Why is DNA twisted

DNA "overexcited" when stretching

A single molecule of human DNA measures just a millionth of a centimeter in its normal state, but when fully stretched it would be almost a meter long. The secret of this changeability is the double helix of the genetic molecule. But this behaves completely differently than the scientists would have expected: Instead of unwinding while stretching, the spiral "overwinds", as researchers now report in "Nature".


The typical double helix shape of DNA resembles a twisted “rope ladder” made up of two side strands and the bases as rungs. Their structure and spatial orientation are crucial for conveying and reading genetic information. Scientists at the Lawrence Berkeley National Laboratory headed by Carlos Bustamante have now for the first time tested in an experiment how the helix behaves when it is expanded.

They used a process called “rotor bead tracking” for this. A single DNA molecule is anchored at one end to a surface and a magnetized bead is attached to the other end. This serves as a "handle" for precise and targeted stretching of the double helix. At a point between the two ends, the double strand is biochemically "cut" so that a loose end is created. The researchers attach a plastic ball coated with fluorescent paint, the so-called “rotor”, to which they can track the rotations of the helix. "When we create tension in the DNA molecule, the changes in the orientation of the rotor bead reflect changes in the winding of the lower DNA segment," explains Bustamante.

Overwinding instead of unwinding

Scientists expected the double helix to begin unwinding when stretched. But the result of their experiment was very different: up to a strength of around 30 picoNewtons - a force around a billion times less than that which lets an apple fall to the ground - the rotation of the helix did not decrease, it actually increased. Only above this threshold did the molecule return to "normal" behavior.

This "overturning" while stretching also makes the DNA longer, not shorter. “The over-rotation when stretching indicates that, contrary to popular belief, the correlation between stretching and torsion is negative,” explains Bustamante. “According to this observation, the molecule would also have to get longer if we over-twist it. And we actually found that the molecule elongated by around 0.5 nanometers per revolution when it was over-rotated. "

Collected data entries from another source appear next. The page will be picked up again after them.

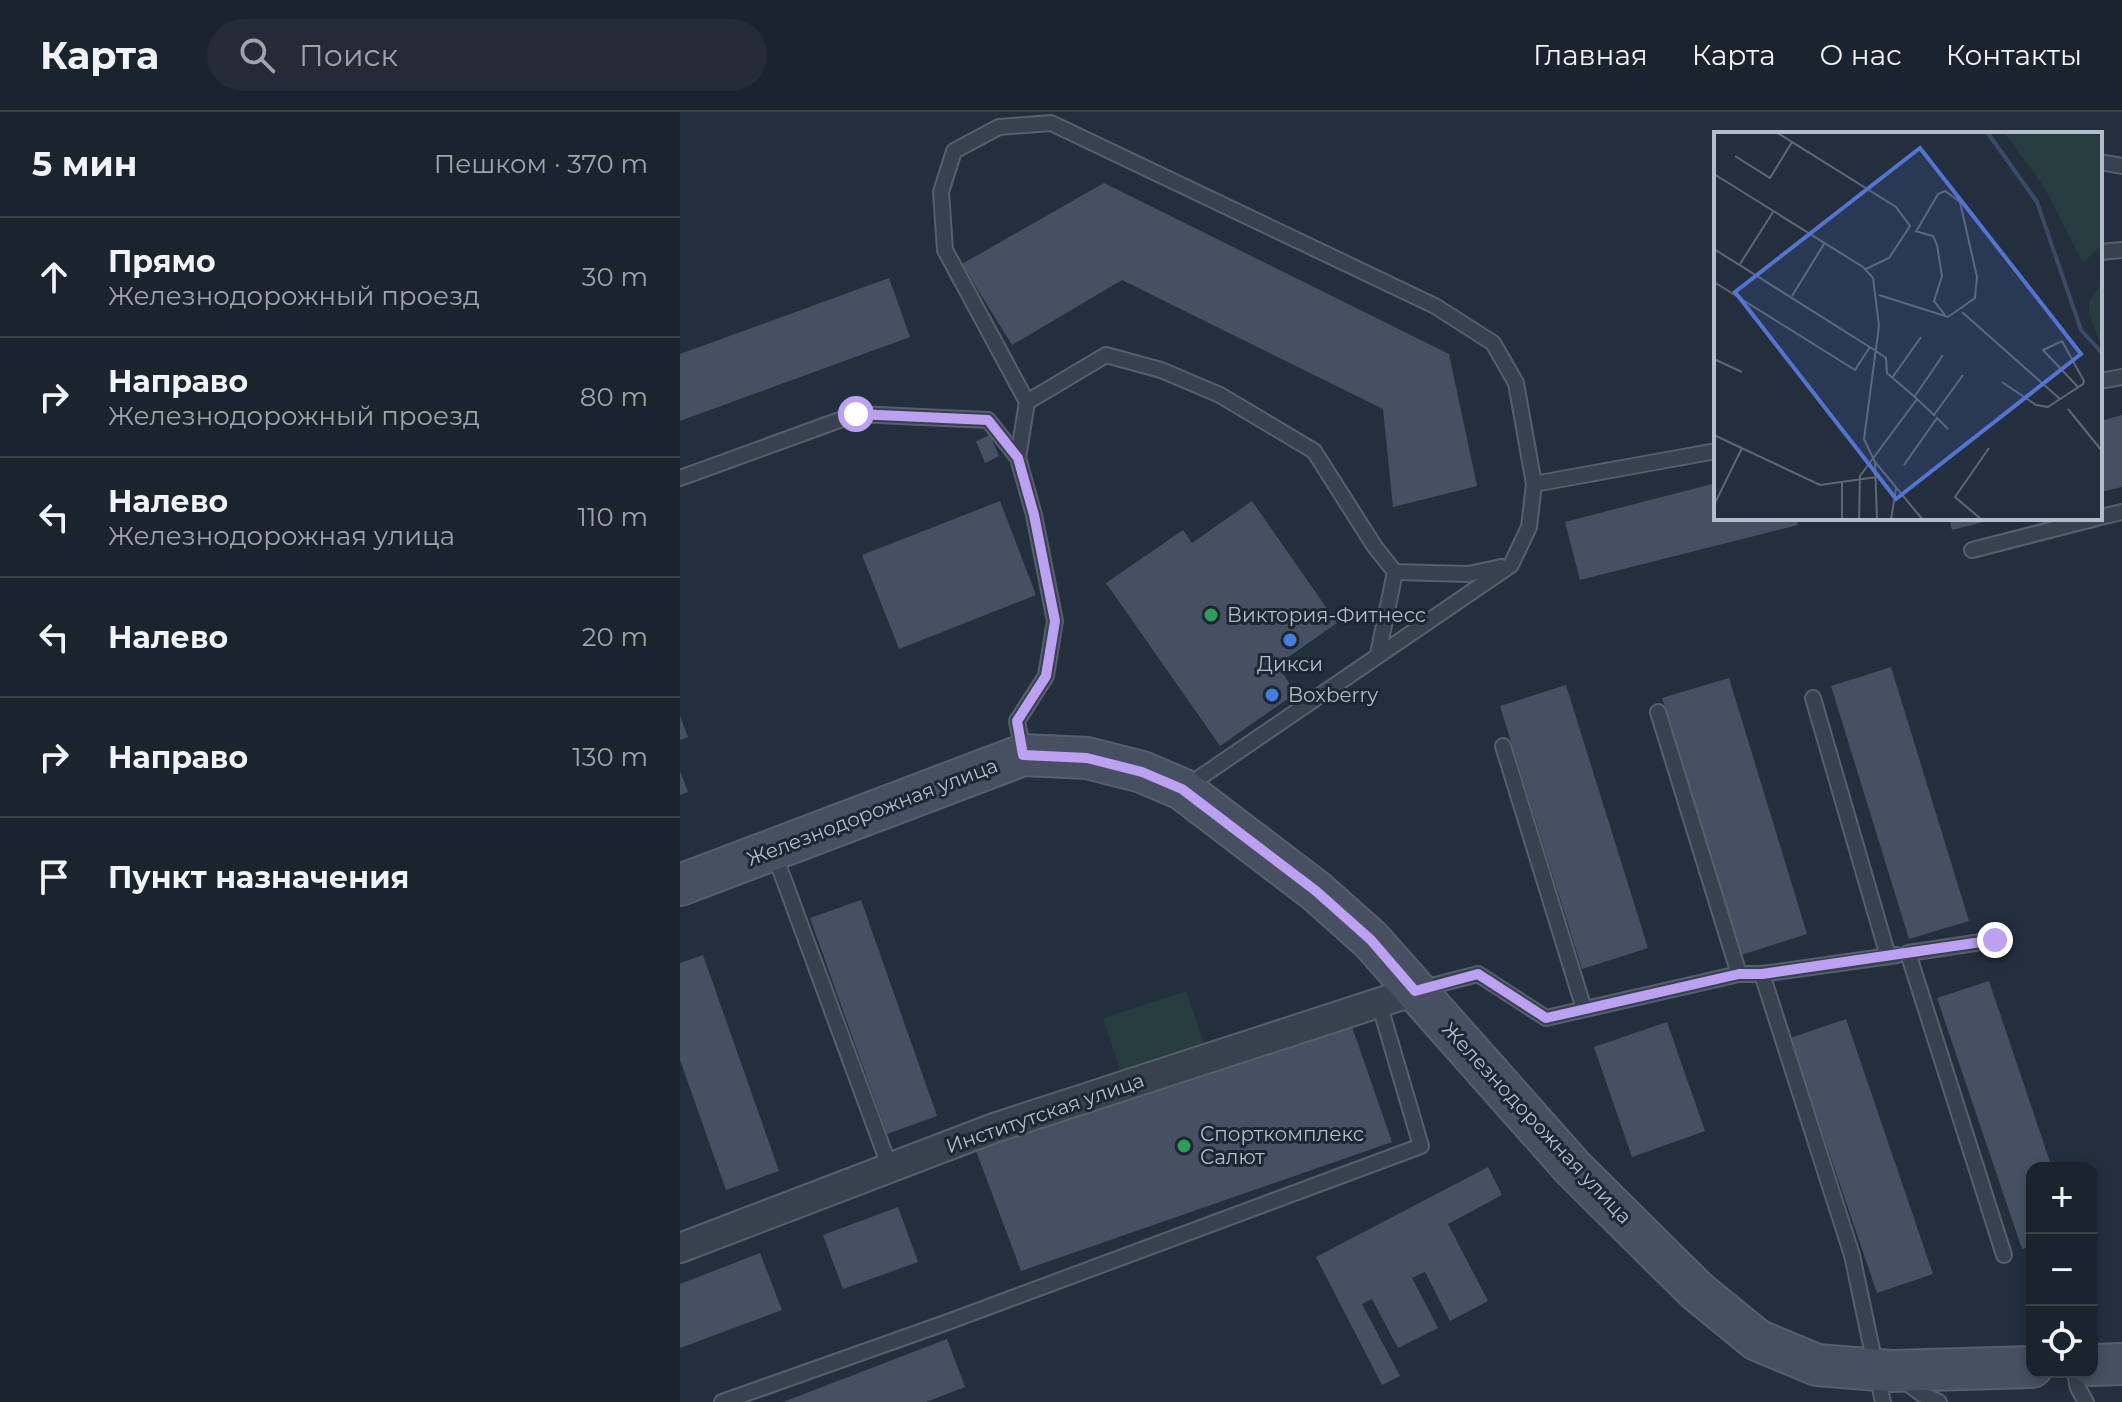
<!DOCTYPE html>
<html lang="ru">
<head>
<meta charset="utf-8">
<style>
  :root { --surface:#1b232e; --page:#242b36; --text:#f1f3f6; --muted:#a0a4aa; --line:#39404a }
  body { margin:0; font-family:Montserrat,sans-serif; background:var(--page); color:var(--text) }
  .controls { position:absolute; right:24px; bottom:24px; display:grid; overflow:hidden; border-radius:16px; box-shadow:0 4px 12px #0003 }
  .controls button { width:72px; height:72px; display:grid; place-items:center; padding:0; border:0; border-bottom:2px solid var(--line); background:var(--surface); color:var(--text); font:40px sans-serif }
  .stop { position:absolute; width:24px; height:24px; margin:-18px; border:6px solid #bca0f2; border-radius:50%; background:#fff }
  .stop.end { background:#bca0f2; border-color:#fff; box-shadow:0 2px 8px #0008 }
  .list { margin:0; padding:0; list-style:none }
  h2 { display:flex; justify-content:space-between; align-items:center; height:104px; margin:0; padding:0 32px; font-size:34px }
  h2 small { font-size:26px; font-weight:400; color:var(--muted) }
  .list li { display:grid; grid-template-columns:52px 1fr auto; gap:24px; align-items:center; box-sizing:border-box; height:120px; padding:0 32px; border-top:2px solid var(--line) }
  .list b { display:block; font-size:30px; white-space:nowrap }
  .list p { margin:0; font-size:26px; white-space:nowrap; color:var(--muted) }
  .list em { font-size:26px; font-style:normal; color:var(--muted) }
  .icon { flex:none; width:44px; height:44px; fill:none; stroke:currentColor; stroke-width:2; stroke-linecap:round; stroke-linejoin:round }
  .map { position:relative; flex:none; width:1442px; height:1290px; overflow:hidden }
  header { display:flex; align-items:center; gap:48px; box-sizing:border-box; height:112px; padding:0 40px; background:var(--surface); border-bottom:2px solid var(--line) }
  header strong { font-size:38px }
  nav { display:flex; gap:44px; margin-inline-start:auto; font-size:28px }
  .search { width:560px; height:72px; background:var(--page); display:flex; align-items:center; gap:20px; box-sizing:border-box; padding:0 28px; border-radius:44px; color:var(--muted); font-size:30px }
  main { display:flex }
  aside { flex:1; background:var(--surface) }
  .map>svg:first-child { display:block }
</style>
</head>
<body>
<header>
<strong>Карта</strong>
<div class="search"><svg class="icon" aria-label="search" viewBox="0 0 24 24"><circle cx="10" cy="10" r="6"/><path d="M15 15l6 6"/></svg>Поиск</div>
<nav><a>Главная</a><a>Карта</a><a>О нас</a><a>Контакты</a></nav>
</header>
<main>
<aside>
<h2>5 мин<small>Пешком · 370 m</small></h2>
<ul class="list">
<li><svg class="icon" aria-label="ahead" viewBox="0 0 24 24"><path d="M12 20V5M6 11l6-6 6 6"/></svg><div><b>Прямо</b><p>Железнодорожный проезд</p></div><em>30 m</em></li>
<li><svg class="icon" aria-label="right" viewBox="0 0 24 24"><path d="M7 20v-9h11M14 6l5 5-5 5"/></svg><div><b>Направо</b><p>Железнодорожный проезд</p></div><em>80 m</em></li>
<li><svg class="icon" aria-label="left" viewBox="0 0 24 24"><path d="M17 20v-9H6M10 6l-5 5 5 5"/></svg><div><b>Налево</b><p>Железнодорожная улица</p></div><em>110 m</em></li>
<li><svg class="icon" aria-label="left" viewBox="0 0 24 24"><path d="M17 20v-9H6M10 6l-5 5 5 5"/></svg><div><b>Налево</b></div><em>20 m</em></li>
<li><svg class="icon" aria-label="right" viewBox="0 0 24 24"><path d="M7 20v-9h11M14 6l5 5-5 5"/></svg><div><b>Направо</b></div><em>130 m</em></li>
<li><svg class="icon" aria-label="arrive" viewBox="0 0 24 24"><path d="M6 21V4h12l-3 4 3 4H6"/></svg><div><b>Пункт назначения</b></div></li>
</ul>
</aside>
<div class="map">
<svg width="1442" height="1290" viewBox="0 0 1442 1290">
  <rect width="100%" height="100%" fill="#242f3e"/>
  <path fill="#263c3f" d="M506 879 525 933 441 961 423 906Z"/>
  <path fill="#455162" d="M424 71 769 242 797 374 713 395 703 297 442 168 332 233 282 152Z
    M209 166 230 225 0 309V242Z
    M1442 303V375L1420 380V309Z
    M310 323 319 344 305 351 296 329Z
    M1036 371V406H1116L1118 413 900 468 885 410Z
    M320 389 356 483 219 537 182 443Z
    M572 389 657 511 597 553 616 581 540 634 426 471 503 418 512 431Z
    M1269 406H1315V407L1272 418Z
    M1211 555 1289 809 1229 827 1151 574Z
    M1049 566 1127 822 1061 843 982 586Z
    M886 573 968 836 902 857 820 594Z
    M0 604 8 625 0 628Z
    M0 659 8 680 0 683Z
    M181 788 257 1004 207 1022 130 806Z
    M23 843 99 1059 46 1078 0 948V851Z
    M1309 869 1372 1056H1352V1134L1342 1137 1257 886Z
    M1166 907 1253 1162 1197 1181 1110 926Z
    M670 909 712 1030 341 1159 296 1039Z
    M987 910 1025 1019 952 1045 914 935Z
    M808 1055 822 1083 768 1112 808 1189 770 1209 745 1160 732 1166 758 1216 718 1236 692 1187 682 1192 720 1264 702 1273 636 1145Z
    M218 1095 238 1150 163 1177 143 1123Z
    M80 1141 102 1198 0 1236V1172Z
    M267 1227 285 1275 246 1290H103Z"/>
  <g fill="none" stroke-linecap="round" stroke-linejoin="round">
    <g stroke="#565f6c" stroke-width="18">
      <path id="lane" d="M1420 50 1442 54
        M1420 140 1442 138
        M1420 269 1442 265
        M347 290 265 138 261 80 274 39 319 15 371 11 755 194 813 231 836 271 854 372 849 415 831 453 506 675
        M338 346 347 290 426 243 481 258 540 283 634 339 695 435 715 460 788 462 821 455
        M0 366 176 302 308 308 338 346 354 403 375 509 366 564 337 609 343 639
        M854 372 1036 339
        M1420 405 1442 400
        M1292 438 1417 406
        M698 542 715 460
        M1133 586 1208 844
        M978 600 1059 862
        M823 634 904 897
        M94 741 210 1056
        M1315 828 1228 841 1324 1143
        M1082 862 1217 843
        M740 877 798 862 866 906 1059 862H1082L1172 1143 1203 1290
        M1395 1260 1398 1276 1406 1290
        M1222 1267 1243 1283 1259 1290
        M42 1290 265 1211 741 1034 699 891"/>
    </g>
    <g stroke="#565f6c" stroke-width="32">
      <path id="street" d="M0 1136 314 1016 735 879"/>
    </g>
    <g stroke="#565f6c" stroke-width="44">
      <path id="secondary" d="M0 773 343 643 407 646 462 660 502 677 636 779 691 828 893 1056 1017 1179 1077 1228 1137 1253 1212 1259 1352 1255
        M1412 1253 1442 1252"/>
    </g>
    <use href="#lane" stroke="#38414e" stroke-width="14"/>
    <use href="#street" stroke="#38414e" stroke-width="28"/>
    <use href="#secondary" stroke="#465061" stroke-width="40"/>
  </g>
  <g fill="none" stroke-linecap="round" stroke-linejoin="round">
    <path stroke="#bca0f2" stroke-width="10" d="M176 302 308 308 338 346 354 403 375 509 366 564 337 609 343 643 407 646 462 660 502 677 636 779 691 828 735 879 798 862 866 906 1059 862H1082L1315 828"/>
  </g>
  <g fill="#2e9e5b" stroke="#1d2633" stroke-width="3">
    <circle cx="531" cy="503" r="8"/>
    <circle cx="504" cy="1034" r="8"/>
  </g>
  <g fill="#3f7fe0" stroke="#1d2633" stroke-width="3">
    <circle cx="610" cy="528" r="8"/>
    <circle cx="592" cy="583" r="8"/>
  </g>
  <g text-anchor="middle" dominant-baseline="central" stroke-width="6" stroke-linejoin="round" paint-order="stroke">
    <g font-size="20" fill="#b4bcc9" stroke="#1d2633" text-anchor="start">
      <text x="547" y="503">Виктория-Фитнесс</text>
      <text x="610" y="552" text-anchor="middle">Дикси</text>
      <text x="608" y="583">Boxberry</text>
      <text x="520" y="1022">Спорткомплекс<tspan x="520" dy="23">Салют</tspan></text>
    </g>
    <g font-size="20" fill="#b4bcc9" stroke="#1d2633">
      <text transform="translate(192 700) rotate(-21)">Железнодорожная улица</text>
      <text transform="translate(365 1001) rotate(-19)">Институтская улица</text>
      <text transform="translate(857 1011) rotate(47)">Железнодорожная улица</text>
    </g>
  </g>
  <g transform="translate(1034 20)">
    <rect width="388" height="388" fill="#242f3e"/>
    <path d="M290 0H380L388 7V112L369 131 330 55ZM388 151V217L375 181V169Z" fill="#263c3f"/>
    <path fill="none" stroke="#394c67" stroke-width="4" d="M273 0 323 70 367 198 388 221"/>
    <path fill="none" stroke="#5e6776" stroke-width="2" d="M62 0 182 75 196 94 175 126 152 137M21 24 56 46 78 10M0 42 149 135 159 146 165 194 150 307 161 330 209 388M201 99 219 104 223 113 228 144 220 169 231 183M0 117 162 219 172 226 173 241 203 267 146 344 145 388M26 132 59 80M0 150 141 238 156 215M165 163 234 185 261 166 263 145 246 70 231 59 224 62 203 98M78 164 110 112M248 180 346 267 369 252 370 249 348 209 329 218 364 255M0 227 28 240M178 246 207 205M288 250 322 273 334 275 346 267M201 264 229 223M203 267 221 284M354 277 388 319M220 283 249 243M0 303 106 353 163 345M161 330 163 388M190 333 223 286 234 297M0 373 28 316M128 388V351M177 388 182 356M268 388 241 365 275 316"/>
    <path fill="#5274d3" fill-opacity="0.15" stroke="#5274d3" stroke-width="4" d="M206 16 367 222 182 367 21 160Z"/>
    <rect width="388" height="388" fill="none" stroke="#b4bcc9" stroke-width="4"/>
  </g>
</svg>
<div class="controls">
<button>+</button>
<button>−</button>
<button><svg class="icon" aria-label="locate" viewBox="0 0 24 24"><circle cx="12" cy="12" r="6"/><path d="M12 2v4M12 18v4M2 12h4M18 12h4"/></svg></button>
</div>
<div class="stop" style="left:176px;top:302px"></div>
<div class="stop end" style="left:1315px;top:828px"></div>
</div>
</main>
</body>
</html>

The researchers explain the cause of this apparently paradoxical behavior using a simple model: an elastic rod that is wrapped with a stiff wire. The material of the rod retains its volume under stress; if it is stretched, its radius is therefore reduced to compensate for it. “This allows the wire to wrap around the length of the rod more often,” says Bustamante. As a result, the torsion increases.

Shedding new light on protein-DNA interactions

This new relationship between elongation and torsion gives valuable insights into the behavior of DNA-binding proteins, among other things. These dock at specific target points on the double helix and, by stretching, bending and twisting, bring the DNA into its compact outer shape, as it is in the chromosomes during cell division, for example.

“We believe that our work sheds light on an old and important problem,” explains the scientist. “In addition to providing a better understanding of the DNA-protein interaction, it also has implications for nanotechnology. For example, the DNA molecule could be used to drive future nanomotors. ”Like the rubber band in old wind-up cars, the torsion of the helix would then provide the necessary energy.